I've got some brackets at high ISO of this Sekonic target (DNG's and rendered examples) on my iDisk if anyone wants to look em over and comment. Using ACR/LR to (as Michael calls it) Normalize the 'over exposed' image you can see the effects on noise compared to the 'normal' exposure. Look at the noise!
I downloaded the files and did an analysis, which demonstrates good and bad effects of the test series and makes for interesting discussion.
It's nice to have a fancy light meter like Andrew's which gives real time readings, but by looking at the raw files produced by the camera we can also get equivalent exposure data, since the sensor is linear over most of its range. The following analysis involves only the green channel, but could be extended to the others.
Here is a curve from the two exposures spliced together showing the relative exposures of the patches and the resulting values in the raw file which can be decoded with DCRaw, a freeware program much used by digital tinkerers. The raw values are actually 0..4095 but they have been converted to 16 bit format by DCRaw in order to output them by multiplying them by 16.
The exposure values on the left are all bunched and hard to read, but they can be spread out with a log-log plot which is standard for plotting characteristic curves of film. The pixel value is normalized to one by dividing by 65635 for a 16 bit file (erroneously labeled 65625 on the image). This notation is more confusing at first, but best once you get used to it. Norman Koren uses this format in his Imatest charts. I used 2 base logs for the exposure, so the values correspond to f/stops.
This curve shows that the brightest patch on the f/16 1/50 sec shot is blown and not on the linear portion of the graph.
Now we can look at the characteristic curves of the rendered images. The f/16 @ 1/50 exposure with default rendering has a blown highlight, but this is largely restored by the normalized rendering (shown in yellow). This normalized rendering is similar to that of the normal exposure of f/15 @ 1/200 sec, but the brightest patch is at the maximum pixel value and still slightly blown as shown below. The midtones match fairly well but have slightly different density and slope.
Here is the histogram from the blown brightest patch mentioned above. Note that the right side of the bell shaped curve is truncated. This histogram is from the free ware program ImageJ, which does 16 bit histograms, unlike Photoshop.

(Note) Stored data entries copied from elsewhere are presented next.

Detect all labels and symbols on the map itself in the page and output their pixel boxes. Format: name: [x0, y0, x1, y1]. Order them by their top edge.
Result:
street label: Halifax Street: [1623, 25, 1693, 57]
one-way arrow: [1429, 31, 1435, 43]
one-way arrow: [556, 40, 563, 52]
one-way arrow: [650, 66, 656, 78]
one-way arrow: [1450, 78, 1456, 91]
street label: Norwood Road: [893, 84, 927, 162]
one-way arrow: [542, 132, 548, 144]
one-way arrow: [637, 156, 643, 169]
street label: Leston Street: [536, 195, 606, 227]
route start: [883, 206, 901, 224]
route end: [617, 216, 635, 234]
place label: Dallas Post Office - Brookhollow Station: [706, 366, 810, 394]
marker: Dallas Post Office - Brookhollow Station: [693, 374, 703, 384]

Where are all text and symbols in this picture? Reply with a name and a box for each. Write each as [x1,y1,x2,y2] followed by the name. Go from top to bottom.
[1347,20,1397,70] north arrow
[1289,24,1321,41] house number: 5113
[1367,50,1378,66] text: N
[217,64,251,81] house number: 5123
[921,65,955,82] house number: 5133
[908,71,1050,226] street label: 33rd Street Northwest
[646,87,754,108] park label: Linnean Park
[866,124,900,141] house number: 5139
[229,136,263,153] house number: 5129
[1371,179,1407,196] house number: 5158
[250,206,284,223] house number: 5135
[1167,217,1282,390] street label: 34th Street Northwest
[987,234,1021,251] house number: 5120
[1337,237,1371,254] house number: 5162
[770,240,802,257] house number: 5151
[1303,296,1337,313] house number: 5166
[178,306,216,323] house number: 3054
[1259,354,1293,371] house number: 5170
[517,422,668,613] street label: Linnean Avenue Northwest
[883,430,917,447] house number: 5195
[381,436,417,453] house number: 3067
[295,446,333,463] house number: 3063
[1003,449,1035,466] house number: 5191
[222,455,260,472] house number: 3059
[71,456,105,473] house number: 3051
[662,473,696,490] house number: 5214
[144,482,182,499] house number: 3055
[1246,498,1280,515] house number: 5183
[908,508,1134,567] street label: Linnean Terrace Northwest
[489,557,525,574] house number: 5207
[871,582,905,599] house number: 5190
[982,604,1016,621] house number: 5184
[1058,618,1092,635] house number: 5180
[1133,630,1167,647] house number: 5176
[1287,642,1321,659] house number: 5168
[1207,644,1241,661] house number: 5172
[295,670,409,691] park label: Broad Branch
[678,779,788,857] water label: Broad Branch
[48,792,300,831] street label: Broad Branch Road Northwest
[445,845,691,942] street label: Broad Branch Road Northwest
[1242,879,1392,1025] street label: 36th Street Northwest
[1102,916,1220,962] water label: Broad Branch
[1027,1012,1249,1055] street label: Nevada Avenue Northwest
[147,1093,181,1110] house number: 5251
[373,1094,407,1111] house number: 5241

Now finally for the noise, which is measured as the standard deviation of the pixel values in the patches. Actually some of this variation is in the target and possibly in nonuniform illumination, but most of it is likely random noise from the camera. Such noise is primarily photon sampling noise (shot noise), but read noise enters into the equation at low exposure values (see [a href=\"http://www.clarkvision.com/imagedetail/evaluation-1d2/index.html]Roger Clark[/url] for explanation and a better way to measure noise). This noise is proportional to the square root of the number of photons captured by the sensor and is shown in this plot from the raw data. The noise is actually higher in the file with more exposure and worse in the highlights, perhaps contrary to conventional wisdom which associates noise with the shadows:
However, what we are interested in more is the signal to noise ratio. This varies with the square root of the number of photons captured and is greater in the highlights because it is related to the number of photons actually captured (signal) to the square root of the number of photons captured (noise), which reduces mathematically to the square root of the number of photons captured [N/sqrt(n) = sqrt (n)].
So in the final analysis, we quadrupled the exposure, captured 4 times as many photons and the S:N improved by a factor of 2 (square root of 4), as predicted by theory. However, the highlights were blown and the recovery was less than perfect. All in all, I thought this was a good blend of theory and practice and worth the effort needed to write it up.